- [Records for this task]
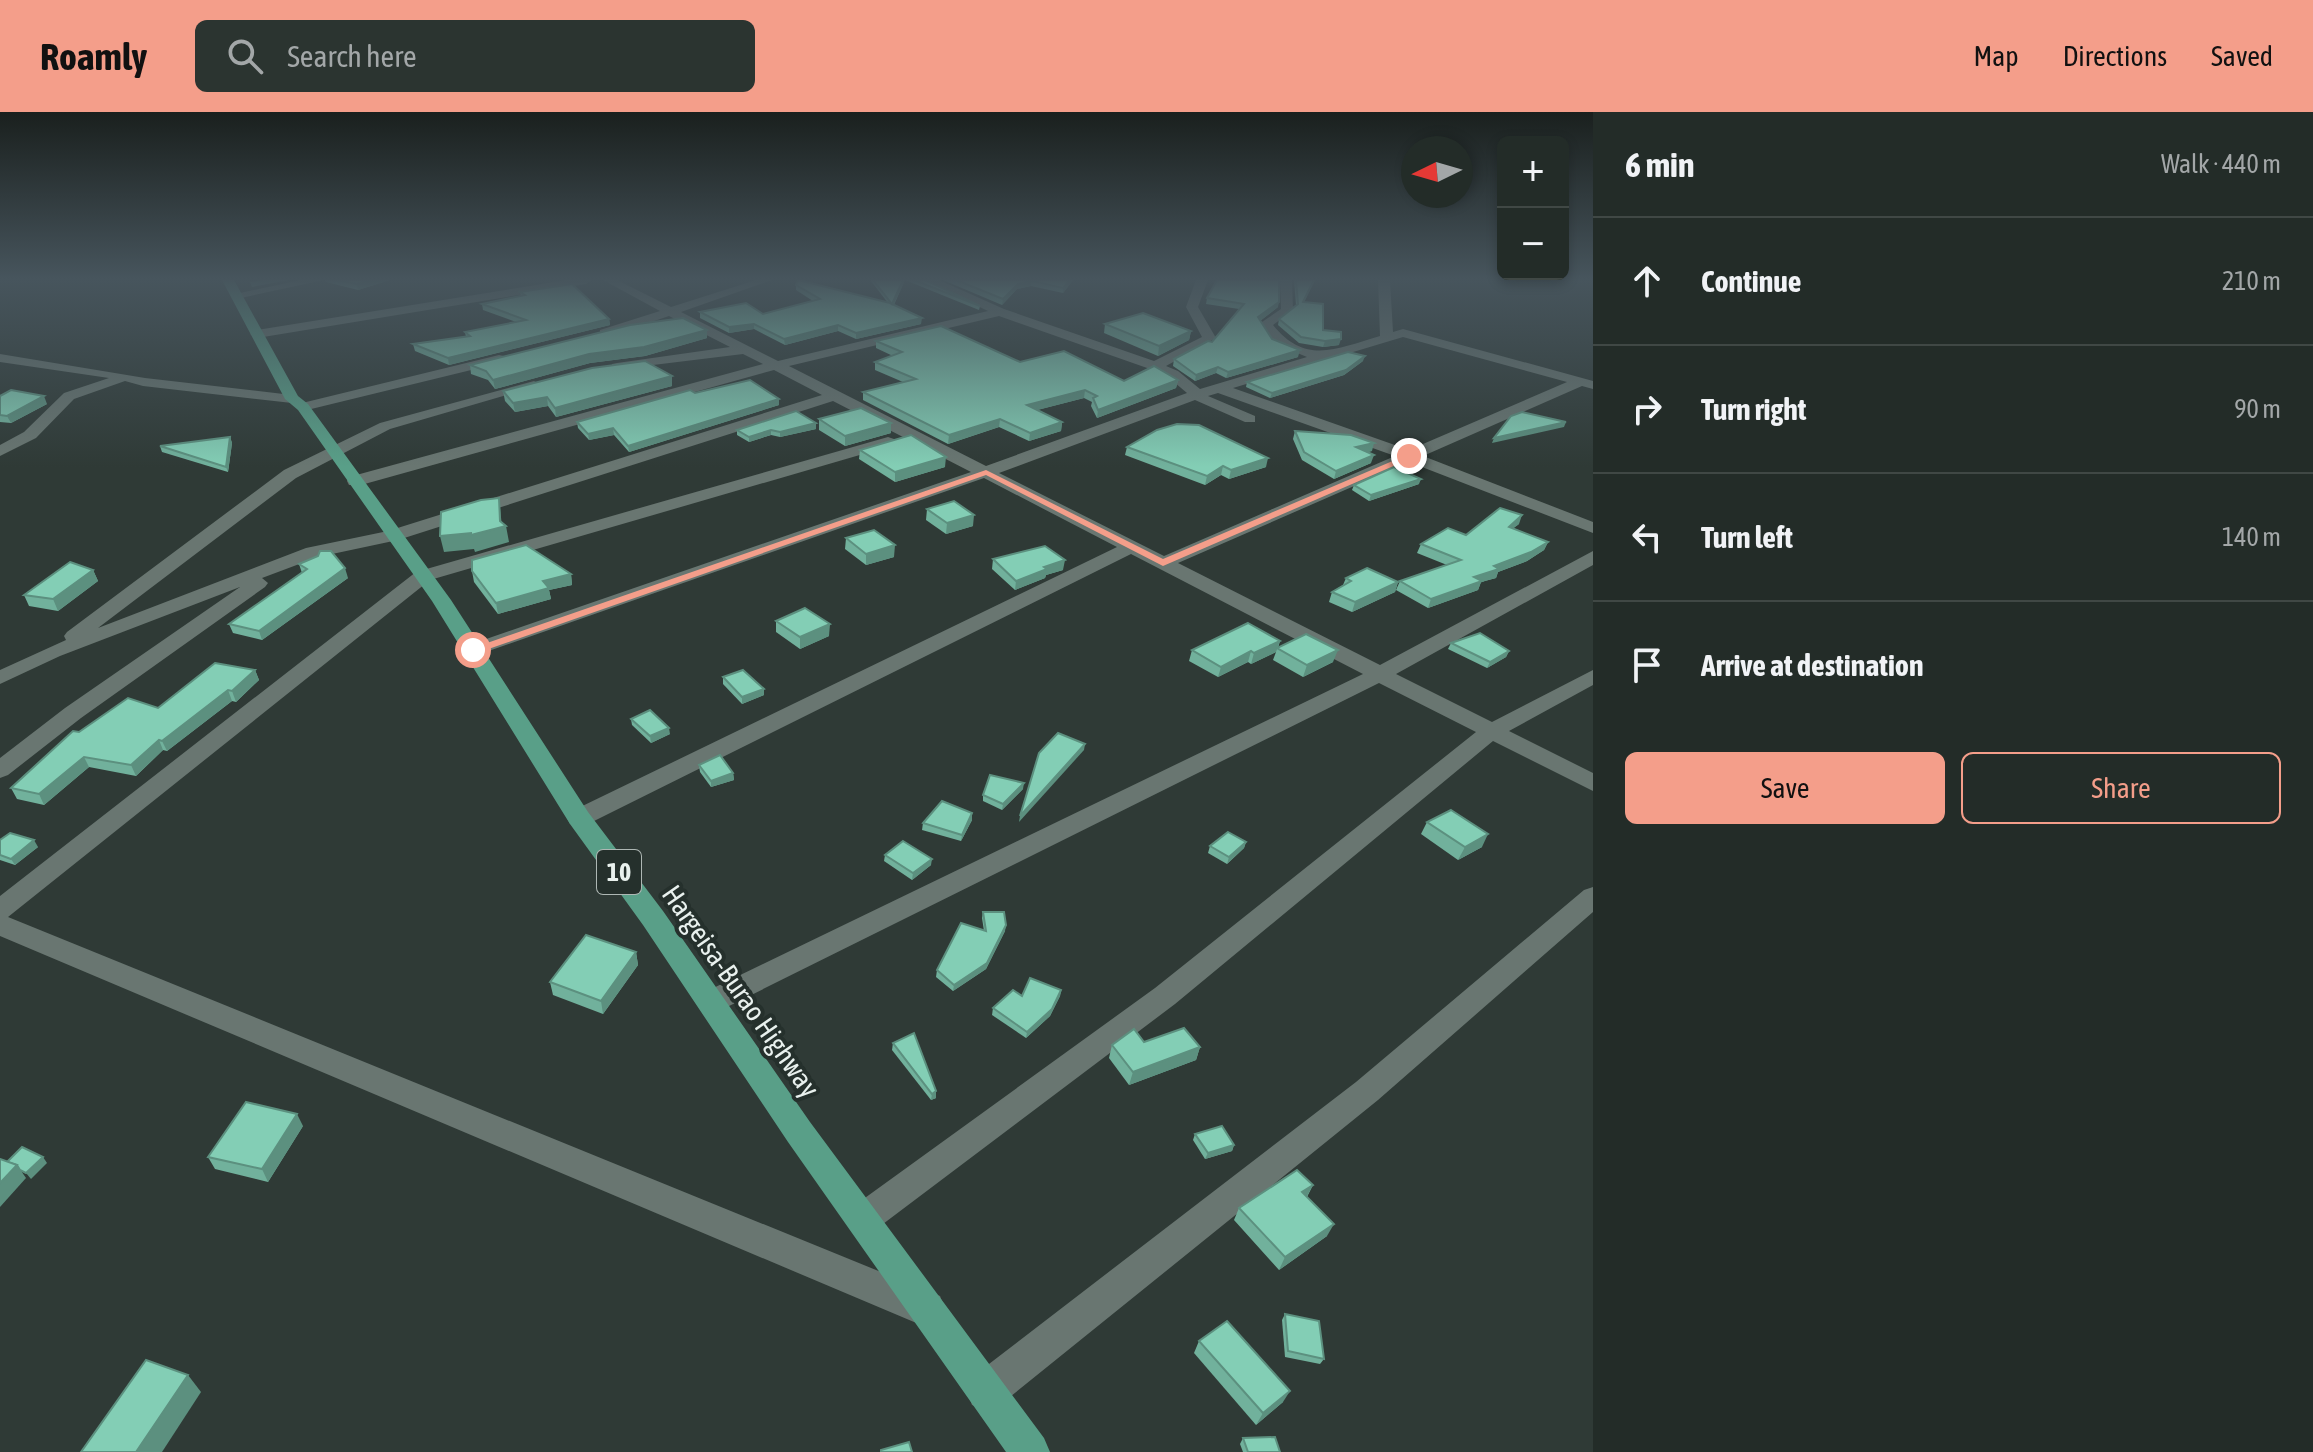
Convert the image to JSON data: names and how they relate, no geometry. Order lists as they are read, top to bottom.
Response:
{
  "streets": {
    "highway": ["10", "Hargeisa-Burao Highway"]
  },
  "north": "left",
  "page": {
    "header": "Roamly",
    "search": "Search here",
    "nav": ["Map", "Directions", "Saved"],
    "heading": ["6 min", "Walk · 440 m"],
    "map_buttons": ["+", "−"],
    "list": [
      ["Continue", "210 m"],
      ["Turn right", "90 m"],
      ["Turn left", "140 m"],
      "Arrive at destination"
    ],
    "buttons": ["Save", "Share"]
  }
}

- [Task objective]
With the images left out, output all the entries above exactly.

- [Exercise result]
Convert the image to JSON data: names and how they relate, no geometry. Order lists as they are read, top to bottom.
Response:
{
  "streets": {
    "highway": ["10", "Hargeisa-Burao Highway"]
  },
  "north": "left",
  "page": {
    "header": "Roamly",
    "search": "Search here",
    "nav": ["Map", "Directions", "Saved"],
    "heading": ["6 min", "Walk · 440 m"],
    "map_buttons": ["+", "−"],
    "list": [
      ["Continue", "210 m"],
      ["Turn right", "90 m"],
      ["Turn left", "140 m"],
      "Arrive at destination"
    ],
    "buttons": ["Save", "Share"]
  }
}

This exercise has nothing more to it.